Deborah Birx, the coordinator of the White House response under Trump, expressed her belief that the deaths that occurred after the first wave of infections last spring were largely preventable. It’s a sentiment that matches recent research but was at odds with the sanitization practices of the Trump White House to which Birx had so often adhered. Anthony S. Fauci, the country’s top epidemiologist, suggested that it was government experts, not Trump, who had decided to push forward quickly on a vaccine to combat the virus in January 2020. That was months before the administration rolled out Operation Warp Speed, its push for vaccine development.

The former president got his say this weekend, too. He spoke for several minutes on Saturday night, excoriating the administration of President Biden in defense of his own.

The venue? A wedding at his private club in Florida.

It is always the case that presidents want to shape their legacies. No president wants to be Warren G. Harding, pilloried by history when he's remembered at all. Much better to be a Franklin D. Roosevelt or Ronald Reagan, legacies sitting on real foundations that have been carefully tended over time. One has to assume that for Trump, always so keenly attuned to public perceptions of him, the drive to be remembered in a specific light is even stronger.

And yet Trump is perhaps uniquely poorly positioned to frame his own legacy.

Most modern presidents, even controversial ones like George W. Bush and Bill Clinton, have at least enough institutional legitimacy to be seen as reliable interlocutors about their own tenures. One can envision either of them or Barack Obama sitting down alongside a panel of historians at an event hosted by a prominent university, discussing presidential decision-making and its ramifications in good faith. It's quite difficult to imagine Trump doing the same thing, as difficult as it is to imagine his sitting down with someone like NBC News's Lester Holt and offering his honest assessment of his own missteps.

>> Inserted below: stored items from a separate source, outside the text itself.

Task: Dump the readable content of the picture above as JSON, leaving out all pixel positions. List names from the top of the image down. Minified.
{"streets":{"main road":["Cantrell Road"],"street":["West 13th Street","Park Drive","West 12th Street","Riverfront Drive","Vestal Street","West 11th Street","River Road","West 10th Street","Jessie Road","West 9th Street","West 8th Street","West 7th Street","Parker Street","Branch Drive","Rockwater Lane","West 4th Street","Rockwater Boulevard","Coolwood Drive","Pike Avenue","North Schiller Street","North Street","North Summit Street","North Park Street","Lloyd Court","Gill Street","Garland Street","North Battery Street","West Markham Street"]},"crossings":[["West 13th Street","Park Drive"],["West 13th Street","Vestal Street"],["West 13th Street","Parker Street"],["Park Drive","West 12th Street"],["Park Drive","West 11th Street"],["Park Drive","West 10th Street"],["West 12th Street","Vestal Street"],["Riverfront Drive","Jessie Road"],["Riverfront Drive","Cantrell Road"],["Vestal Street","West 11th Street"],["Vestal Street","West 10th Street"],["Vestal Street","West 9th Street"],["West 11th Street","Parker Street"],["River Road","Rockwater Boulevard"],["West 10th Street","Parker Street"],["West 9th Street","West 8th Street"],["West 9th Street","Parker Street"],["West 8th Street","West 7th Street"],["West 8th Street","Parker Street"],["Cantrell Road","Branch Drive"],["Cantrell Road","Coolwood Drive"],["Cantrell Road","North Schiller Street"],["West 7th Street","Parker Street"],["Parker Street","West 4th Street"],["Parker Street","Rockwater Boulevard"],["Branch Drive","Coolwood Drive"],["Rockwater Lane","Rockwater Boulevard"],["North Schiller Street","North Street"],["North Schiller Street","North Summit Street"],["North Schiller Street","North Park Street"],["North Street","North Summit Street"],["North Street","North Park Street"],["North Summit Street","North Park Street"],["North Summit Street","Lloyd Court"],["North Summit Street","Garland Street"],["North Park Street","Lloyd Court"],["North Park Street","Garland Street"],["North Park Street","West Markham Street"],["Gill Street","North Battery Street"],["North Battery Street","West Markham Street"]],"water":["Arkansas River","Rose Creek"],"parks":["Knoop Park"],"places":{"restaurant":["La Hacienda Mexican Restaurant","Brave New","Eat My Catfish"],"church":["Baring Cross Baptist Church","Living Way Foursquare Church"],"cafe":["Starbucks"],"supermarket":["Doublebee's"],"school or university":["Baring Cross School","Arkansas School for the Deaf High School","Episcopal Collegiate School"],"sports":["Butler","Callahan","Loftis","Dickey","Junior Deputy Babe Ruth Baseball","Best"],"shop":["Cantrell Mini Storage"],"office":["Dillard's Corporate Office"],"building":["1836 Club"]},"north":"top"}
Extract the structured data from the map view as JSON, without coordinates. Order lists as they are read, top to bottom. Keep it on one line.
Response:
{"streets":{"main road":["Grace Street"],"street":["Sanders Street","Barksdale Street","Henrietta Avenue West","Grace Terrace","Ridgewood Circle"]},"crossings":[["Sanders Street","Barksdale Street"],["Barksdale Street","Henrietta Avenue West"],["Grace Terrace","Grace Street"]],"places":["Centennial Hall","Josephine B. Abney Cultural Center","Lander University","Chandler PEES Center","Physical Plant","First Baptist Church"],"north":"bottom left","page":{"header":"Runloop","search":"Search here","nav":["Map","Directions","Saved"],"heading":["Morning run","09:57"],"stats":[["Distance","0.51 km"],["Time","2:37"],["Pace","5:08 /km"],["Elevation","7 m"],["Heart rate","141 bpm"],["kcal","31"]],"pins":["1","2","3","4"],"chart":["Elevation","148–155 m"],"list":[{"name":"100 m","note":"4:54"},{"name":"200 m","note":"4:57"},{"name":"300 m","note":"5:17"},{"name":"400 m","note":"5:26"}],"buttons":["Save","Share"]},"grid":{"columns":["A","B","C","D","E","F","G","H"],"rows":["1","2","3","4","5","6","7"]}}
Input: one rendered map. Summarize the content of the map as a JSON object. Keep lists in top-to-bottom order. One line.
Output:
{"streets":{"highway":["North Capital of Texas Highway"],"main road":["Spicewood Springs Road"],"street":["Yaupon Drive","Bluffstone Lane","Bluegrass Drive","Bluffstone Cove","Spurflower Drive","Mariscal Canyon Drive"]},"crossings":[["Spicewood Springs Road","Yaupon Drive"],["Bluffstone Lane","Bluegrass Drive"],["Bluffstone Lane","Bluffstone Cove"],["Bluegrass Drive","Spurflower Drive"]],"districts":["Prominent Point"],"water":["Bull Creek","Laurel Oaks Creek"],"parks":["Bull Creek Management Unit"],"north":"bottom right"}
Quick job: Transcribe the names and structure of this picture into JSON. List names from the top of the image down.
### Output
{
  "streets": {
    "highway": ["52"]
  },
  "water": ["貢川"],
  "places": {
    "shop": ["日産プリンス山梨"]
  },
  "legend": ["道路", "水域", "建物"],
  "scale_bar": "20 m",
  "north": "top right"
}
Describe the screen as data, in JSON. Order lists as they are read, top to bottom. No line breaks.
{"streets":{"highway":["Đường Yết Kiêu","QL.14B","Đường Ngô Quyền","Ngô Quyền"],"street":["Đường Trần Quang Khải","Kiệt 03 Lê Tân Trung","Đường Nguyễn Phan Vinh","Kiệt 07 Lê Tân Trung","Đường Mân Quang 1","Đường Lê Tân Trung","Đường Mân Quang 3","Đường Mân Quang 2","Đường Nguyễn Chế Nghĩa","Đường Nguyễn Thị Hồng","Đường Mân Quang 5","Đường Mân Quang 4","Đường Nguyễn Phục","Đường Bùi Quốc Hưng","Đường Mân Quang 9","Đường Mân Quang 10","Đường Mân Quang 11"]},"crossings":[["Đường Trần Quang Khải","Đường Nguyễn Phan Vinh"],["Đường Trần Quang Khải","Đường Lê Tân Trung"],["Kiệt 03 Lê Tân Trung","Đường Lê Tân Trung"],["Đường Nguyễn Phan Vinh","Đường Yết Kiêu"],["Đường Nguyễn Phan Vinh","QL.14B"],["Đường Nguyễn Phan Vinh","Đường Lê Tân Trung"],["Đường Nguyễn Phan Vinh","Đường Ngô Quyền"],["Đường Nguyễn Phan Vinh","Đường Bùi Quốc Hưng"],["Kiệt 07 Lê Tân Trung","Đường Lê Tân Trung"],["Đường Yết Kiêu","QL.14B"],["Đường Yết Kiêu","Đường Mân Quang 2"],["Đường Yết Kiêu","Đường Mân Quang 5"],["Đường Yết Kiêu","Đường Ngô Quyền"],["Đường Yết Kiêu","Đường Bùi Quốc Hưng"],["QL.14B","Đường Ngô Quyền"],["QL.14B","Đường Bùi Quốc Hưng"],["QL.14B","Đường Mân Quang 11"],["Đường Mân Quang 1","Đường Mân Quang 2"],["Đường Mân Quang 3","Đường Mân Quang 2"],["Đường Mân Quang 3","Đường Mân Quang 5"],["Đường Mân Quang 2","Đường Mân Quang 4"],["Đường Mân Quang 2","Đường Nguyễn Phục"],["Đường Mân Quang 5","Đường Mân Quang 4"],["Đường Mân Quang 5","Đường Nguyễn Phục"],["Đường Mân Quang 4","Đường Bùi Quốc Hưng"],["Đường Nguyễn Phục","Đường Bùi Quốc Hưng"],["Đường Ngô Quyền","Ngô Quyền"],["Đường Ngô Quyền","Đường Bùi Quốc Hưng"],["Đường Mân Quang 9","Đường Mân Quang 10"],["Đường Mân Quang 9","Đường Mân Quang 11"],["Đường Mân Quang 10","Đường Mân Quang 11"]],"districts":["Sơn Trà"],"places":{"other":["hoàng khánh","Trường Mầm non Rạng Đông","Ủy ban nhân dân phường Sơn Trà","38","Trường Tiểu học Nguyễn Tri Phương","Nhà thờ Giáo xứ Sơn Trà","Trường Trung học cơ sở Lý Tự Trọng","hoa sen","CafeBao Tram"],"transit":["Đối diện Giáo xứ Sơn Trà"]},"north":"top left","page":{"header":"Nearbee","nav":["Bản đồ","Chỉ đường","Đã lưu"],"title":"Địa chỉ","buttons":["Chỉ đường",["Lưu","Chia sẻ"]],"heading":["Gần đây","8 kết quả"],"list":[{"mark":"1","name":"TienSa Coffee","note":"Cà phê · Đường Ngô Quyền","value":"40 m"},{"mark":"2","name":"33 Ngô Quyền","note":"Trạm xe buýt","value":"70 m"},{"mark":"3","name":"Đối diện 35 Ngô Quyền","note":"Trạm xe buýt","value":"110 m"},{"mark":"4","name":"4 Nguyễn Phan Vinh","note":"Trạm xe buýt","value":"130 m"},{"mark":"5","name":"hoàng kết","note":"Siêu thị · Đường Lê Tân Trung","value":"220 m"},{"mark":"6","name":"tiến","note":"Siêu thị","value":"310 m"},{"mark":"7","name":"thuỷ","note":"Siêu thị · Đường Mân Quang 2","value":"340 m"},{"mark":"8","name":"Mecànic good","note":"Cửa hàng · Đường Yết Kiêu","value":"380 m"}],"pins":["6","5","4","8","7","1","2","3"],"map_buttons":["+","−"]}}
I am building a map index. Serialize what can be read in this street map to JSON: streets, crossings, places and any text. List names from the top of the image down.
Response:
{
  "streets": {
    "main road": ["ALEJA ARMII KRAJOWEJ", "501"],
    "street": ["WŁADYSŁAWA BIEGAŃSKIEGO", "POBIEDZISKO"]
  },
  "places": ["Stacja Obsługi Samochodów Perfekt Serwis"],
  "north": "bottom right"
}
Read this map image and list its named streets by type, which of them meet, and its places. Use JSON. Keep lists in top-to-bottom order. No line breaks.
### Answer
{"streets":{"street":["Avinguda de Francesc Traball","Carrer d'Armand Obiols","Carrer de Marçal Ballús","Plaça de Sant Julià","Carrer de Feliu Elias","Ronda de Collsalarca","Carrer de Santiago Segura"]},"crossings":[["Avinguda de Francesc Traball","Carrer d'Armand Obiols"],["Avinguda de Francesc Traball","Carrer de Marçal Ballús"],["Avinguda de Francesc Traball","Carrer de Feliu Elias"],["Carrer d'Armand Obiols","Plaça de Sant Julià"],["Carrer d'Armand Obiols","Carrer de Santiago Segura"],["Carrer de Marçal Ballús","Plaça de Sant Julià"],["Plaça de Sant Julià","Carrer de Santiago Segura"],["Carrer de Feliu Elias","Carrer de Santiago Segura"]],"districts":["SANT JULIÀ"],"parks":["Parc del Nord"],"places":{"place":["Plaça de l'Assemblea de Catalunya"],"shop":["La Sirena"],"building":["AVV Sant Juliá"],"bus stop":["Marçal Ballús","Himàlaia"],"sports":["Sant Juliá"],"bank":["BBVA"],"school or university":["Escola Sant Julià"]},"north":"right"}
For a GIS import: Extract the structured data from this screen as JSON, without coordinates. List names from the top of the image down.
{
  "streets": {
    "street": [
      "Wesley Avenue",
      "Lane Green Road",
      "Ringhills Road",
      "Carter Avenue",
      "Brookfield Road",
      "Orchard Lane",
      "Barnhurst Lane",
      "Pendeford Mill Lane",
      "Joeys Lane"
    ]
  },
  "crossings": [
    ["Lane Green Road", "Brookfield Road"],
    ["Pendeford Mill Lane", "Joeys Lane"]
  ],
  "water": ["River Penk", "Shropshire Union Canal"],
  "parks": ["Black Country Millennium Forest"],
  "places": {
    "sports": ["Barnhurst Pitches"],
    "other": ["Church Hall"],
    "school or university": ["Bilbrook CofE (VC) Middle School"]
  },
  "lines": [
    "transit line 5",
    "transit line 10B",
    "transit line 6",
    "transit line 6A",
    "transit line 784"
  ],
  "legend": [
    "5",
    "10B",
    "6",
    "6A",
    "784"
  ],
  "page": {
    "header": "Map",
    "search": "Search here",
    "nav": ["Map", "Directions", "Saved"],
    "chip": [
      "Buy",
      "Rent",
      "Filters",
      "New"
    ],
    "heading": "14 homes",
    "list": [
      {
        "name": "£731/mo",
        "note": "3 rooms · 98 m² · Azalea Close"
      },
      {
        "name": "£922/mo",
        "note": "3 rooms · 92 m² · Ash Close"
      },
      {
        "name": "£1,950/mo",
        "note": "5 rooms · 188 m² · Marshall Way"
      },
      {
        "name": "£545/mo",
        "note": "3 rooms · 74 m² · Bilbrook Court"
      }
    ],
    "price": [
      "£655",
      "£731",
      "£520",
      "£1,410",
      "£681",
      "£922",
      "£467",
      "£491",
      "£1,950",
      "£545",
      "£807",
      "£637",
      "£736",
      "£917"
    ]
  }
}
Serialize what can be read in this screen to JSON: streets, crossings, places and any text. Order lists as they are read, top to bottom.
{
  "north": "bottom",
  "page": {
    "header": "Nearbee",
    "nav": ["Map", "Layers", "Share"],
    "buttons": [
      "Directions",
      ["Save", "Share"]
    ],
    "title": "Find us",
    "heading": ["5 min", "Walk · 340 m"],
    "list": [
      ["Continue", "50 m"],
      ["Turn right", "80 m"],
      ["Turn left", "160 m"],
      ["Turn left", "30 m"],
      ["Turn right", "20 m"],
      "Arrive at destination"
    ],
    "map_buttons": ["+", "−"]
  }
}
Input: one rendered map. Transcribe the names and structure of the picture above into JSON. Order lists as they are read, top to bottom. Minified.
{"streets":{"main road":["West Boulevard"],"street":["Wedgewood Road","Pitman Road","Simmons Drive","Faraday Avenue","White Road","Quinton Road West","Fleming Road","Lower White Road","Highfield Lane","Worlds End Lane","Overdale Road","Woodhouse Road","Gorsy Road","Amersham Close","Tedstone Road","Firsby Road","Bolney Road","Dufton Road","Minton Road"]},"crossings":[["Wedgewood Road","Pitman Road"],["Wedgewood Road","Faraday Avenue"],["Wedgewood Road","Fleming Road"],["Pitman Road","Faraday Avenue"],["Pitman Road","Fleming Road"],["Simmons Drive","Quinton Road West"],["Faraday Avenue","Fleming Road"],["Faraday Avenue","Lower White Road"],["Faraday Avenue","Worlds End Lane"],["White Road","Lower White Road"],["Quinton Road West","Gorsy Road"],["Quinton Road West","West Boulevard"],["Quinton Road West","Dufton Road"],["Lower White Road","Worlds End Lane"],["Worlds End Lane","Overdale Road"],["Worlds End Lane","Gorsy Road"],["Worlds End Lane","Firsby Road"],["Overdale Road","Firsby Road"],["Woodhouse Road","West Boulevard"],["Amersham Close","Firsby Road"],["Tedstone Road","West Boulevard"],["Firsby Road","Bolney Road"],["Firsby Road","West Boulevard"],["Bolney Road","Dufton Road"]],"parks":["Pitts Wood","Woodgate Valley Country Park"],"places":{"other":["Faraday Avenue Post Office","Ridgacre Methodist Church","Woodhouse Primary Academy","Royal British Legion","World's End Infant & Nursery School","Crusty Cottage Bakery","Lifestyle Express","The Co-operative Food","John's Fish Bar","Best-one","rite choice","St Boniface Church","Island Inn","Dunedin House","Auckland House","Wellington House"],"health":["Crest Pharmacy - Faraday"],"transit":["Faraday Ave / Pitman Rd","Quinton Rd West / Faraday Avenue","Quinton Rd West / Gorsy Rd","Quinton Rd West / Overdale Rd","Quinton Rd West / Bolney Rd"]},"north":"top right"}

Trump spent all of his political capital on trying to stay president, first by constantly misleading the public and, after the 2020 election, by stoking the dishonest claim that his second term had been stolen away. Since the moment the U.S. Capitol was first breached on Jan. 6, an event far beyond any acceptable political activity, Trump has repeatedly tried to excuse those who participated — Trump supporters all. Speaking to Fox News’s Laura Ingraham last week, he ridiculously claimed that those who had beaten law enforcement officers and broken windows in a last-ditch attempt to overturn the election results had, in fact, simply been “hugging and kissing the police and the guards” in the facility.

Fox News is one of Trump's few outlets for speaking to the public at his point. The network, eager to win back the portion of its Trump-positive audience that peeled away after it had the gall to recognize that he'd lost, is happy to have Trump exclusives and its hosts have little inclination to push back on the former president's obvious falsehoods — which suits Trump just fine. Trump no longer has his Twitter or Facebook accounts, seeing them stripped away in the wake of Jan. 6. He lamented the loss of that audience in his interview with Ingraham but tried to put a positive spin on it.

“So I put out statements now ‘from the office of’ and the statements are picked up by everybody,” he said, referring to tweet-esque press releases that his team occasionally puts out. “I mean, it actually works better.”

Of course it doesn’t. The visibility of those statements relies specifically on their being “picked up” by the media, meaning that the media has an opportunity to note when their contents deviate from reality. This was the entire reason Trump used to celebrate his Twitter account: it reduced the intermediary role of the press. Now, he relies on the media to propagate what he has to say. The right-wing media will do so uncritically, but no one in that universe has the audience that Trump did, nor are they reaching those who might be persuaded on Trump’s legacy.

Trump has floated the idea of building his own social media network, which would certainly help boost his connection to his base, if not reshape how the world views his presidency. (In fact, it would likely just cement those perceptions.) He could write a book, if he could find a publisher willing to weather the outcry, but there’s no reason to think that it would be anything other than a hagiographic rehash of “The Art of the Deal.”

Perhaps recognizing the position he's in, Trump's reportedly agreed to speak with a dozen journalists working on books about his administration. But, again, the results are largely dependent on his own willingness to be self-reflective — and largely out of his control.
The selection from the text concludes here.